What you will do:
The answer must consist of the listing, reproduced exactly.

--- START ---

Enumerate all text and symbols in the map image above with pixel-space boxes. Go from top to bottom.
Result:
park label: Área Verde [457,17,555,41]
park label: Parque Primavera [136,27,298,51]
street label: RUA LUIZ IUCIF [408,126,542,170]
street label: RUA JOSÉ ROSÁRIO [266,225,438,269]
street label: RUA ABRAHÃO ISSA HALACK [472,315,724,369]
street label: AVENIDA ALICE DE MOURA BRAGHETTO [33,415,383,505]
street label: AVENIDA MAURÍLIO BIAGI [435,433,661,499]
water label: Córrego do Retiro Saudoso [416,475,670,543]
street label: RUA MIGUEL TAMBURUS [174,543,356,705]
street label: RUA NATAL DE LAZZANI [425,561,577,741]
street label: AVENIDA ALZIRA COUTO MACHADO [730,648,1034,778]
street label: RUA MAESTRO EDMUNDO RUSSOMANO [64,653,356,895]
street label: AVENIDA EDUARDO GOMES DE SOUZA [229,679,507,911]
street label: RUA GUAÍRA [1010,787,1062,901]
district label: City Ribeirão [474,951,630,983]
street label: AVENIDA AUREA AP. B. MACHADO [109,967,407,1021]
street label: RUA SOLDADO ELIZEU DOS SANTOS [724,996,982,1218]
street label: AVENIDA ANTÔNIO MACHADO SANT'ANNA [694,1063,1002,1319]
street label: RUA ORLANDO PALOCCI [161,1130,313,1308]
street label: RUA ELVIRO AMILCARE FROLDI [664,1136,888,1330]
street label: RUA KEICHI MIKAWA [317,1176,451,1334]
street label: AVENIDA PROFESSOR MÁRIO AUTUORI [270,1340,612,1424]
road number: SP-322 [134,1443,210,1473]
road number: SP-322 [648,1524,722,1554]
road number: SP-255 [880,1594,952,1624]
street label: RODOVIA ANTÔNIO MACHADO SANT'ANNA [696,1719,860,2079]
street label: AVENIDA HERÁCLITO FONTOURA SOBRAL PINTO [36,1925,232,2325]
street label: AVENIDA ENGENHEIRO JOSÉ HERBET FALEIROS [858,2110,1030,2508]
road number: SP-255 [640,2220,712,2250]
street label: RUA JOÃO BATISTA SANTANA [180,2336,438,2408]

--- END ---

Task result:
Enumerate all text and symbols in the map image above with pixel-space boxes. Go from top to bottom.
Result:
park label: Área Verde [457,17,555,41]
park label: Parque Primavera [136,27,298,51]
street label: RUA LUIZ IUCIF [408,126,542,170]
street label: RUA JOSÉ ROSÁRIO [266,225,438,269]
street label: RUA ABRAHÃO ISSA HALACK [472,315,724,369]
street label: AVENIDA ALICE DE MOURA BRAGHETTO [33,415,383,505]
street label: AVENIDA MAURÍLIO BIAGI [435,433,661,499]
water label: Córrego do Retiro Saudoso [416,475,670,543]
street label: RUA MIGUEL TAMBURUS [174,543,356,705]
street label: RUA NATAL DE LAZZANI [425,561,577,741]
street label: AVENIDA ALZIRA COUTO MACHADO [730,648,1034,778]
street label: RUA MAESTRO EDMUNDO RUSSOMANO [64,653,356,895]
street label: AVENIDA EDUARDO GOMES DE SOUZA [229,679,507,911]
street label: RUA GUAÍRA [1010,787,1062,901]
district label: City Ribeirão [474,951,630,983]
street label: AVENIDA AUREA AP. B. MACHADO [109,967,407,1021]
street label: RUA SOLDADO ELIZEU DOS SANTOS [724,996,982,1218]
street label: AVENIDA ANTÔNIO MACHADO SANT'ANNA [694,1063,1002,1319]
street label: RUA ORLANDO PALOCCI [161,1130,313,1308]
street label: RUA ELVIRO AMILCARE FROLDI [664,1136,888,1330]
street label: RUA KEICHI MIKAWA [317,1176,451,1334]
street label: AVENIDA PROFESSOR MÁRIO AUTUORI [270,1340,612,1424]
road number: SP-322 [134,1443,210,1473]
road number: SP-322 [648,1524,722,1554]
road number: SP-255 [880,1594,952,1624]
street label: RODOVIA ANTÔNIO MACHADO SANT'ANNA [696,1719,860,2079]
street label: AVENIDA HERÁCLITO FONTOURA SOBRAL PINTO [36,1925,232,2325]
street label: AVENIDA ENGENHEIRO JOSÉ HERBET FALEIROS [858,2110,1030,2508]
road number: SP-255 [640,2220,712,2250]
street label: RUA JOÃO BATISTA SANTANA [180,2336,438,2408]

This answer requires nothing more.